Demon Copperhead
Allen and Unwin, $32.99 pb, 548 pp
‘A four-star shit show’
The dedication in Barbara Kingsolver’s new novel reads ‘For the survivors’, and its epigraph is taken from Charles Dickens’s David Copperfield (1849), to which Kingsolver’s title pays a sly homage. Her book is a self-conscious reworking of Dickens’s famous novel about an orphan making his way in the world, with Kingsolver’s treatment being narrated by a boy born as Damon Fields in Lee County, Virginia. He acquires his nickname partly from the colour of his hair and partly from the venomous copperhead snake, and after losing his father and mother he finds himself thrown back on his own resilience and talents to keep moving forward. There are many structural parallels with Dickens’s novel – the malevolent Uriah Heep, for example, morphs here into a similarly sinister figure known as ‘U-Haul’ – but these literary allusions never become too intrusive, and Kingsolver’s novel is robustly realistic in its general demeanour.

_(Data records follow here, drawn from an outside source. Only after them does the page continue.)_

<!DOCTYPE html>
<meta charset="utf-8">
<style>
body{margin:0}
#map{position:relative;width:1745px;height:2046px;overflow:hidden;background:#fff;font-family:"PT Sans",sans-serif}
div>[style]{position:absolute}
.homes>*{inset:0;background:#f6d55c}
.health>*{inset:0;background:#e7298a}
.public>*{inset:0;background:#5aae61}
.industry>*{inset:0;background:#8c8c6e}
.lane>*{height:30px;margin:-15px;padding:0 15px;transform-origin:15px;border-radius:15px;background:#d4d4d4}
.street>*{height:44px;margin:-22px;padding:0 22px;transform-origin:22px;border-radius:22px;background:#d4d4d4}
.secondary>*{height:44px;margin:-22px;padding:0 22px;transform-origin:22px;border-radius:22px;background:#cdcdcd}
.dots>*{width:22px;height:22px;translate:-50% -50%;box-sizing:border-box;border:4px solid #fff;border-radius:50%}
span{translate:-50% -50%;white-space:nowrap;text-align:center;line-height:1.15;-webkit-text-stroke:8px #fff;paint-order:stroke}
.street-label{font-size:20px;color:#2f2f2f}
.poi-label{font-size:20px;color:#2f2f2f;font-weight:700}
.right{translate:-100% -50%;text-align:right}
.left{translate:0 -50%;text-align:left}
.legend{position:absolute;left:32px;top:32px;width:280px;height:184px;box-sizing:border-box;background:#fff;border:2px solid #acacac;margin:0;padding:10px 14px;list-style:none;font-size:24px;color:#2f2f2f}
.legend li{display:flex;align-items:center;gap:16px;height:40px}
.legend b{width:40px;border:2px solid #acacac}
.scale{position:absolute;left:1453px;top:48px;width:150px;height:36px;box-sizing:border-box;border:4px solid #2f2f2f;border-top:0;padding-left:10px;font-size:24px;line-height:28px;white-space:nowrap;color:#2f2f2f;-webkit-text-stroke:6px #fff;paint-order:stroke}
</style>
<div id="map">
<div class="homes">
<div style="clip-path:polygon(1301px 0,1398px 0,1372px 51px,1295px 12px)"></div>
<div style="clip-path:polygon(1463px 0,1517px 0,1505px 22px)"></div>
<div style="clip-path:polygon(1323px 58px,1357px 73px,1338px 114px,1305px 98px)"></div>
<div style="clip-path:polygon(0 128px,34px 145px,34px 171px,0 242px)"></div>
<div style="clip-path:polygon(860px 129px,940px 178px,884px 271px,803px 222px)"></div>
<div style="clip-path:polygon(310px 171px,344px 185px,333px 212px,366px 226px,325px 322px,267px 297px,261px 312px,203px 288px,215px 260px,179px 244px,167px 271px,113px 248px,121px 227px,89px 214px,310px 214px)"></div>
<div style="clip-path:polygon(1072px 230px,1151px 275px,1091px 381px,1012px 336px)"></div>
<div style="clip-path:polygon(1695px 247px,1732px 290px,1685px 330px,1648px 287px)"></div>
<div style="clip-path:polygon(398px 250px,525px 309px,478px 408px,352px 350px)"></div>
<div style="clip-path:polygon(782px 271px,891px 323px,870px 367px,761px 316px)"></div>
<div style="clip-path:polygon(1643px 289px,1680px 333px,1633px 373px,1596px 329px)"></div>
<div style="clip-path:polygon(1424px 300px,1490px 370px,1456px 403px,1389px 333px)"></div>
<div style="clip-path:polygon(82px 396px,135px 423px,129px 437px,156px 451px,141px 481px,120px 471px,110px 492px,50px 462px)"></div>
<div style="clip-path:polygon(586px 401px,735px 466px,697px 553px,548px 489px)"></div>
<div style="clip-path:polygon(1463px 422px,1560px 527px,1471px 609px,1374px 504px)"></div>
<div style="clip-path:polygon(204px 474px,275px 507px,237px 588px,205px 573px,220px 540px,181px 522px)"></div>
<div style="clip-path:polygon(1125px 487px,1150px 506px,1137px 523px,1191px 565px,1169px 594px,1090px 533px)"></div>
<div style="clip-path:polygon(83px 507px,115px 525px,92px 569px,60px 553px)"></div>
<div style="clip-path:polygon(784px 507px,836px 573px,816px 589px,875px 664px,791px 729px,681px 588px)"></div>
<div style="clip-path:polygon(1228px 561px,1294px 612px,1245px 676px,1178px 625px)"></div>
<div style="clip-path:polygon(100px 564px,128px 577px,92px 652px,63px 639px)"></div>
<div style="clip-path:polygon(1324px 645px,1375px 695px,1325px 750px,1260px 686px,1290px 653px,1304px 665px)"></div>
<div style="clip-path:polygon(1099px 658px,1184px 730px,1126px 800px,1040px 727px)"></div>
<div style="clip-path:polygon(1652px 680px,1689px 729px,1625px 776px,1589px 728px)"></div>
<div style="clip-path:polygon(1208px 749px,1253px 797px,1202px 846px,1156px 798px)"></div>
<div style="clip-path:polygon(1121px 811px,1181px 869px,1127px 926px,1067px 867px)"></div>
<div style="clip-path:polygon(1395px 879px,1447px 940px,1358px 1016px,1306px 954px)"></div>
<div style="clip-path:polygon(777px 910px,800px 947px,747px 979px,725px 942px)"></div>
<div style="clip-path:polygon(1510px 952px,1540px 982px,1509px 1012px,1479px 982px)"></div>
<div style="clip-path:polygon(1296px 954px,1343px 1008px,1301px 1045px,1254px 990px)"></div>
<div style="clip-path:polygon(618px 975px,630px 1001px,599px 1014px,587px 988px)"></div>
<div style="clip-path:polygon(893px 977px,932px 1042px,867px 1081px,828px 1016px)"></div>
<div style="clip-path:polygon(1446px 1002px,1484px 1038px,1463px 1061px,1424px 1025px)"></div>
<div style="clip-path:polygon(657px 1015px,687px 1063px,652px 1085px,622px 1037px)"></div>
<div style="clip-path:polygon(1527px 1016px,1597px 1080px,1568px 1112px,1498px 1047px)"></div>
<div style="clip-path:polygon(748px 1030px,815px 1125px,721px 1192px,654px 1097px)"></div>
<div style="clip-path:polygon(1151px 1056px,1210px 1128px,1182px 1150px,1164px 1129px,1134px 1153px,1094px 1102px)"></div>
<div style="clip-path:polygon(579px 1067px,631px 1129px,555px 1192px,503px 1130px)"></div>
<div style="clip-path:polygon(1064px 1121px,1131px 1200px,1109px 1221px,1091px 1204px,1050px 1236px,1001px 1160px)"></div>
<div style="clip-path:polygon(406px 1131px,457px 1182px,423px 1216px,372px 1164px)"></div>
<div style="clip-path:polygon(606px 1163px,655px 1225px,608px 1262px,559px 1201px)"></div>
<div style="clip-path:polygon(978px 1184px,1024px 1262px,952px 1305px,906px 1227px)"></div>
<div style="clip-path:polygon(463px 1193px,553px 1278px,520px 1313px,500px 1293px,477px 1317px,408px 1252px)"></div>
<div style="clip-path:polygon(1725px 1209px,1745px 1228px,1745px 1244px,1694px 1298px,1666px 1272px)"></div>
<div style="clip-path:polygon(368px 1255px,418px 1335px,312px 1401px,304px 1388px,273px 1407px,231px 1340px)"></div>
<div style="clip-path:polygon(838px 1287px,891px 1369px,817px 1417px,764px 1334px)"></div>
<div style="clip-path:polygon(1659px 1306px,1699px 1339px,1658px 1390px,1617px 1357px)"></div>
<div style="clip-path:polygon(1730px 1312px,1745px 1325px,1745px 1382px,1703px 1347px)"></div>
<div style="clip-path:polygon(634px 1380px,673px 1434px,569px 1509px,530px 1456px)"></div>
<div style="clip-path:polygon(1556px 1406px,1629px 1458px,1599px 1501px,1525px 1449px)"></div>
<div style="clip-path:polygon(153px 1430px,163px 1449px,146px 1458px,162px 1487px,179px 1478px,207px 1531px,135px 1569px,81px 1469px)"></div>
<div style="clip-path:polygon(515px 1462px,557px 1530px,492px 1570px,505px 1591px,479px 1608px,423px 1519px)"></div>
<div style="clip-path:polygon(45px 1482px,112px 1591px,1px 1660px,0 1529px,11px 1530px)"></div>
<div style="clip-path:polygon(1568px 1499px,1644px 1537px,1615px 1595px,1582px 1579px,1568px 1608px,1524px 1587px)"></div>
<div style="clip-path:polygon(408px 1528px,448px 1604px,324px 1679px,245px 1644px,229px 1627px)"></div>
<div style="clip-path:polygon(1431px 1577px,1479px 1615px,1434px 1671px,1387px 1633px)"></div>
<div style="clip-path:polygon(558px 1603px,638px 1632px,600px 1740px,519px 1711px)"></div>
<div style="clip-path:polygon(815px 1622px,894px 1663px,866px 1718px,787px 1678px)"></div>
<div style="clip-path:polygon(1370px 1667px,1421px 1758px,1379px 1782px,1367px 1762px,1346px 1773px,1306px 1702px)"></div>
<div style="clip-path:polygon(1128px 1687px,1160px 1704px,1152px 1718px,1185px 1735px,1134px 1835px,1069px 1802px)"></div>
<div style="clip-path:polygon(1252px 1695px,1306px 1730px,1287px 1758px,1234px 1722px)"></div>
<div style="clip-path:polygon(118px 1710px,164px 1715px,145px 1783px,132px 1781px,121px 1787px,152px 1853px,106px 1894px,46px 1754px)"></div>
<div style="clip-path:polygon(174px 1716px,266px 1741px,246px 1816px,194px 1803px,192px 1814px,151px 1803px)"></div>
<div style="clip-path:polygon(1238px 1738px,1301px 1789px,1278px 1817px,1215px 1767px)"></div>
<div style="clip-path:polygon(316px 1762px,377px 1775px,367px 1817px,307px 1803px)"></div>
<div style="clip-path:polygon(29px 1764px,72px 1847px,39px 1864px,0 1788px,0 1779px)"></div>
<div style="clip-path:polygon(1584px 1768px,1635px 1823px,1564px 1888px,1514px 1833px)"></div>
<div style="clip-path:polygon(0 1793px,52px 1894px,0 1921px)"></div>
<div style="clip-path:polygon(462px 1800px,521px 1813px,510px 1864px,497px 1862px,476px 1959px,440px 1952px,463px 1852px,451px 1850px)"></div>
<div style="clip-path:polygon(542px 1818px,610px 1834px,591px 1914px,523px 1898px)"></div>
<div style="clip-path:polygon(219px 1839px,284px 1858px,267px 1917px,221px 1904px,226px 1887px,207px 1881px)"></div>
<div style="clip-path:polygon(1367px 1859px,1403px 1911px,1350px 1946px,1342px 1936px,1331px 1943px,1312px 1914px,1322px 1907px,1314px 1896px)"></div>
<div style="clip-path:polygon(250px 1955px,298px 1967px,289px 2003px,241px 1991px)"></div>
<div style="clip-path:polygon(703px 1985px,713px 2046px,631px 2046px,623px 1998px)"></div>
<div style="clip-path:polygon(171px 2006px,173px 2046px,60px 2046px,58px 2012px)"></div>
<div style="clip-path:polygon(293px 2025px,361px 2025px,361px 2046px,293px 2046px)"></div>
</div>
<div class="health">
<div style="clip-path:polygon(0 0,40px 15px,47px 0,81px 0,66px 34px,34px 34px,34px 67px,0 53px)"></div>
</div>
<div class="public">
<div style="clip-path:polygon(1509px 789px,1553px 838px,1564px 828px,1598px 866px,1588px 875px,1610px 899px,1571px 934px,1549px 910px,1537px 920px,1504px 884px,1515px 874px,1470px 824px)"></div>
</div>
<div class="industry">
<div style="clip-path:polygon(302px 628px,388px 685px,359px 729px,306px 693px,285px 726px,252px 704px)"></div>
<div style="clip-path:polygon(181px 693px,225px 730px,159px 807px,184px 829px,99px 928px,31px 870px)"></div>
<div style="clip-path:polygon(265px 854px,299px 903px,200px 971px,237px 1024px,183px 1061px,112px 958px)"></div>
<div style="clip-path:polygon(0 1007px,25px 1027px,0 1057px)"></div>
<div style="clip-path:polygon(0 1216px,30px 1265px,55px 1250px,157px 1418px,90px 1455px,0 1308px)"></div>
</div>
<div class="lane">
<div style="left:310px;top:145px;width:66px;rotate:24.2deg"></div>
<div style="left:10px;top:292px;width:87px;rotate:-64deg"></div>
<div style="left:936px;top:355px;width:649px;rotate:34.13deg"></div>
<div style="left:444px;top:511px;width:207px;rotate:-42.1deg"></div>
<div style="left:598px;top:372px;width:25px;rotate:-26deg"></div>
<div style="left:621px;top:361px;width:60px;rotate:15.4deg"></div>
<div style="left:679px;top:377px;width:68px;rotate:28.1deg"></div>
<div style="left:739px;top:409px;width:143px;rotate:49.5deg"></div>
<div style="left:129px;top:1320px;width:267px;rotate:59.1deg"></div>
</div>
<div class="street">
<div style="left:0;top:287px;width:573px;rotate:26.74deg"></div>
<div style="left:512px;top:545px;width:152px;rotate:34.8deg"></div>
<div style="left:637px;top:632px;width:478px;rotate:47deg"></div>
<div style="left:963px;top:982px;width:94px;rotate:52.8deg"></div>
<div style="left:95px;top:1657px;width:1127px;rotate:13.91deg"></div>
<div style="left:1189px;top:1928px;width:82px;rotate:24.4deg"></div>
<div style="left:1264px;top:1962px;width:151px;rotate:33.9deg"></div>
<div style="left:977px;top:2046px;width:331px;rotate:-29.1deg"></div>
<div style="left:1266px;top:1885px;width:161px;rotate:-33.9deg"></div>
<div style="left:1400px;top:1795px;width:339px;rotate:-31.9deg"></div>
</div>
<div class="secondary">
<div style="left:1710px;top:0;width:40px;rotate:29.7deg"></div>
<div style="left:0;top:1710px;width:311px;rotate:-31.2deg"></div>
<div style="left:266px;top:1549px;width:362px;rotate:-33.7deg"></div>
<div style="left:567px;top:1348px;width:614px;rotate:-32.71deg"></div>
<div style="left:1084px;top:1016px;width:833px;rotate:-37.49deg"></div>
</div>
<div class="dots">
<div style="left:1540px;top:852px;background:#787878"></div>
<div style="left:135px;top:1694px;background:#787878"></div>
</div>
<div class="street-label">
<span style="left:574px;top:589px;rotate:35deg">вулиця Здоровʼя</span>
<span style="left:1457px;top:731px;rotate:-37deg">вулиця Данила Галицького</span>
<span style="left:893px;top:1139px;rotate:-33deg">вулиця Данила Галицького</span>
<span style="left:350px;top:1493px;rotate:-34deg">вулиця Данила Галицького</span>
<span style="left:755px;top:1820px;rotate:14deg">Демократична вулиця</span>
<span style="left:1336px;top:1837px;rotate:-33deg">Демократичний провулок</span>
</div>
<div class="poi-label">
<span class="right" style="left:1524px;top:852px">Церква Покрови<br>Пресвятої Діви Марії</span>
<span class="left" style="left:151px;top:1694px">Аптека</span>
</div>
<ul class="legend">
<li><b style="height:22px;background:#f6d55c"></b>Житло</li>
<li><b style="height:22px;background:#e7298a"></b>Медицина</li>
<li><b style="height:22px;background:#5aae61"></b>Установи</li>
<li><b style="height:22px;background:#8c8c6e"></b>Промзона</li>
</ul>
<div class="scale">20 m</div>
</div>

While Dickens is the most direct model, Demon Copperhead has an iconoclastic hero whose colloquial, first-person style may put the reader more in mind of classic American fictional rebels such as Mark Twain’s Huckleberry Finn or Saul Bellow’s Augie March. Just as Huck Finn mocks the Sunday school axioms of the Widow Douglas, so Demon mocks clichés about ‘bad choices’ delivered by the department of social services, while resisting their bureaucratic method of ‘rotating and merchandising foster boys’. Demon develops instead a sturdy self-reliance that enables him to survive the poverty of a trailer house, various forms of abuse by his stepfather and other relatives, and also a crippling knee injury that ends his promising high-school football career. Despite these setbacks, he always seeks to avoid being categorised as ‘Poor Demon’ or defined by adults: ‘What if I was depending on the Miss Barkses of this world,’ he asks, ‘instead of my own bad self?’
For Australian readers, this rejection of ‘Mom-assigned names’ and an eagerness to reinvent personal identity might seem culturally alien. Though Demon is interested in the hybrid ‘Melungeon’ blood that he inherited from his father, there is little sense here of acquiescing in tribal or ancestral loyalty. Instead, he admires chameleons such as ‘Snoop Dogg’ or ‘Scarface’ who do not ‘stick with the name they start out with’. This power of invention is reflected in Demon’s ultimate career success, which comes from his skill in drawing cartoons. Such artistic expertise enables him to devise imaginary superheroes that strike a chord with newspaper readers and thus to escape from the confines of Lee County, which he describes as ‘a place where you keep living the life you were assigned’.